The armv7-m which started with the cortex-m3. This added an additional 100-150 new thumb2 extensions over and above the armv6-m.

For some reason the non-UAL thumb instruction set in gas (gnu assembler) still exists and works great, I have code that is decades old.

The (flawed) concept was that you could write assembly language code using a unified syntax between arm of the day and thumb of the day. Since there were tons of arm instructions that had no equivalent in thumb this made no sense, the only thing that kinda made sense is if you limited yourself to thumb instructions and then depending on the mode it would make the thumb instruction or the arm equivalent.
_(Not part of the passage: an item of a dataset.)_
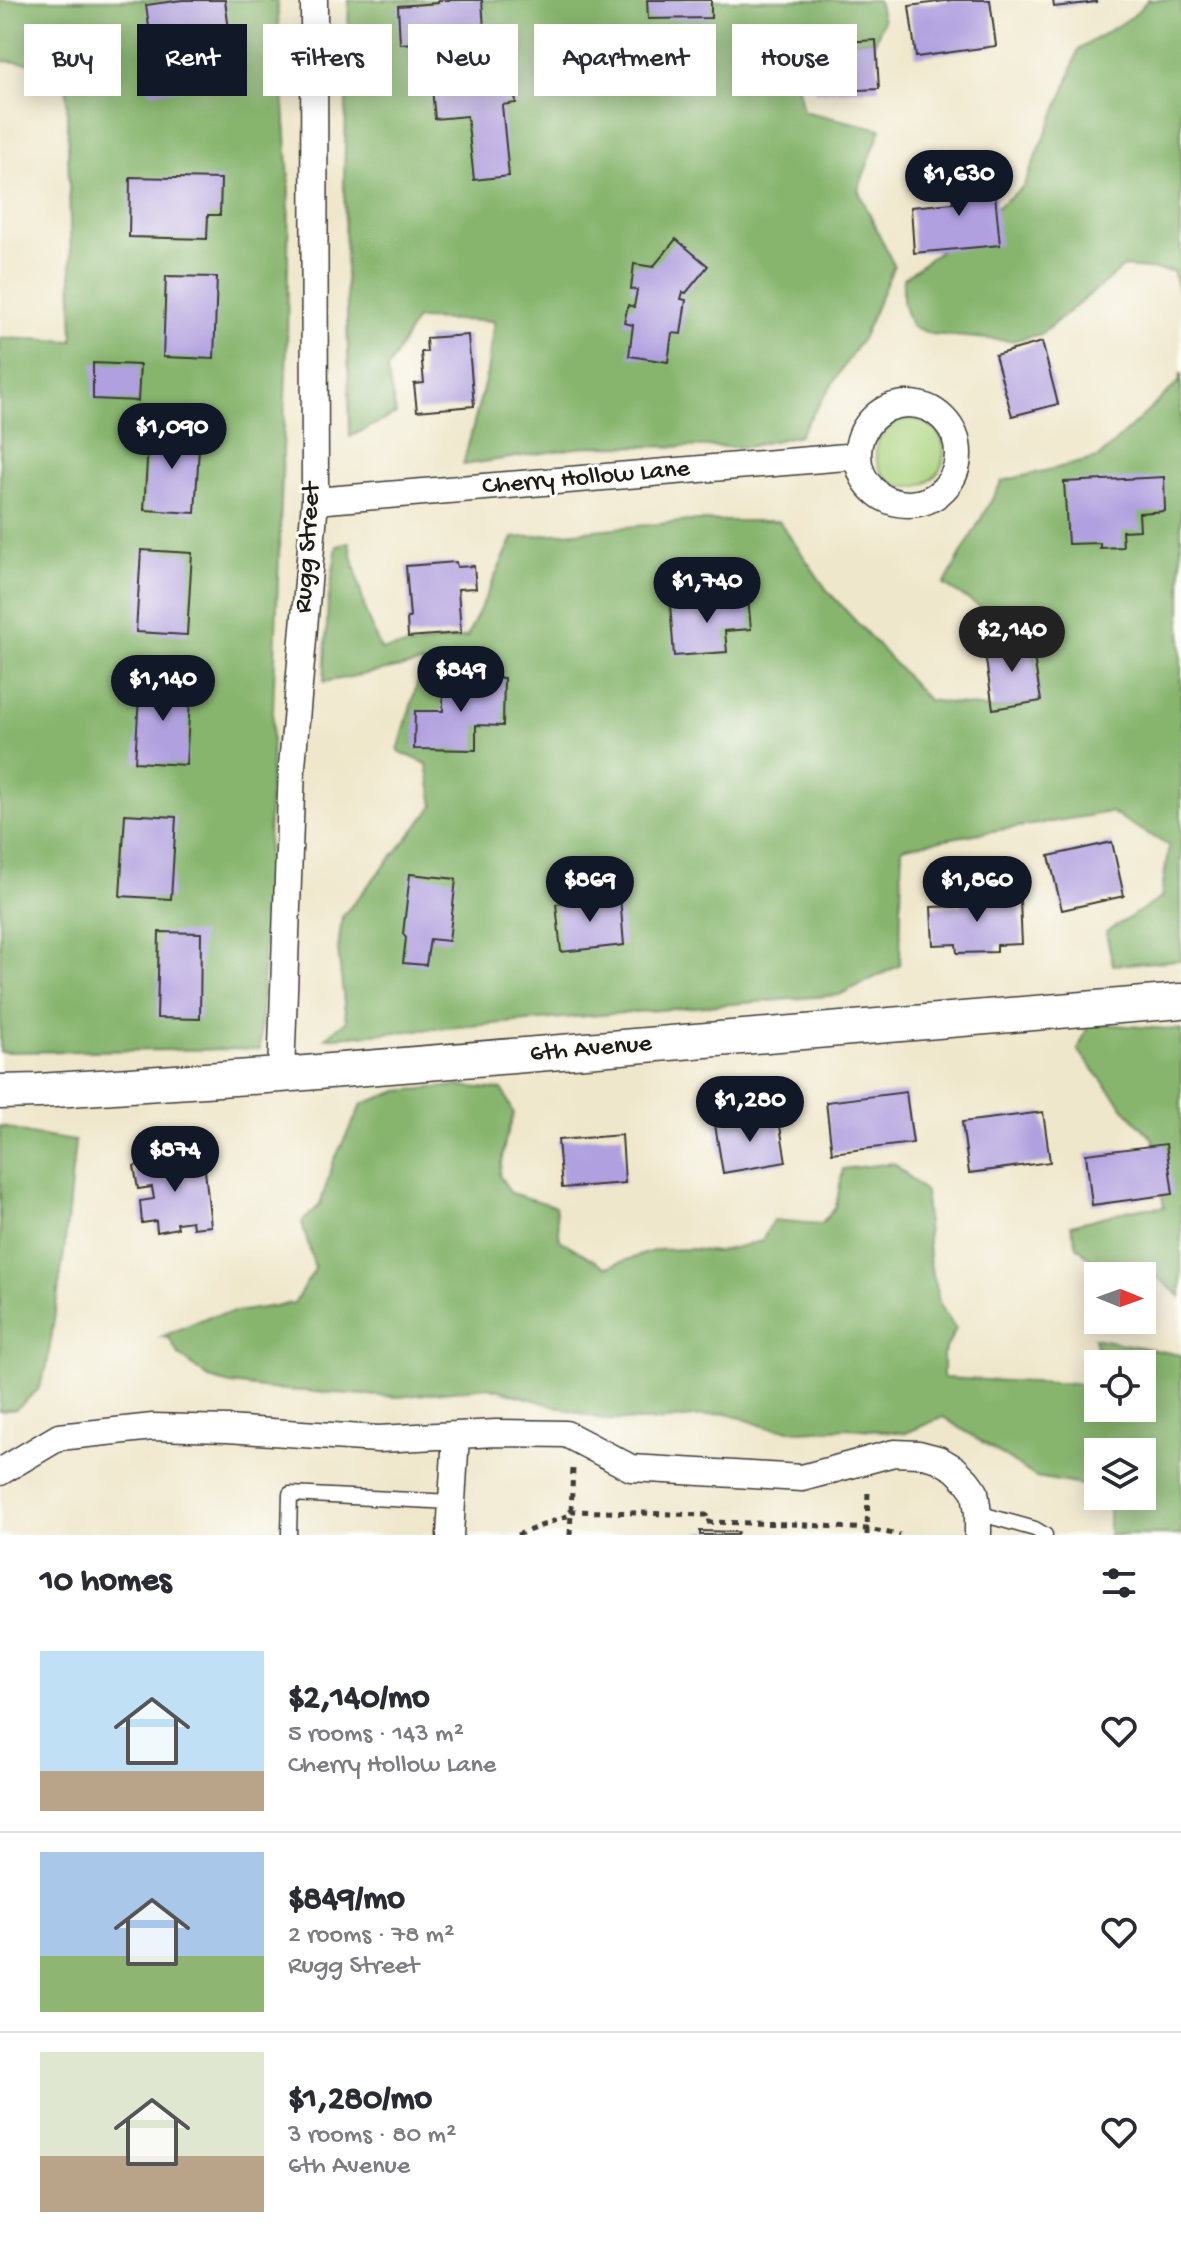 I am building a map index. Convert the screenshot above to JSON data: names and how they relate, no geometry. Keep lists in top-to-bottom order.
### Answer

You could not write effective unified language code since you had to know which instruction set you were writing for and write code for that, which is what we were doing before the unified syntax, and after the unified syntax, so what was the point? Two separate instruction sets, two separate assembly languages, just write code for the correct one. Which is still what you have to do today.

A side effect was you could now

add r0,r0,#1 

In non UAL syntax for gas. Since it was functionally the same you get the same instruction.

add r0,r1,r2
add r0,r0,#1
.thumb
add r0,r1,r2
add r0,#1
add r0,r0,#1

giving

   0:	e0810002 	add	r0, r1, r2
   4:	e2800001 	add	r0, r0, #1
   8:	1888      	adds	r0, r1, r2
   a:	3001      	adds	r0, #1
   c:	3001      	adds	r0, #1

Note that as documented by arm (gas folks tend to not always follow the ip/chip vendors documented assembly language but in this case...) add r0,#1 and interestingly the disassembler person showed it as adds r0,#1.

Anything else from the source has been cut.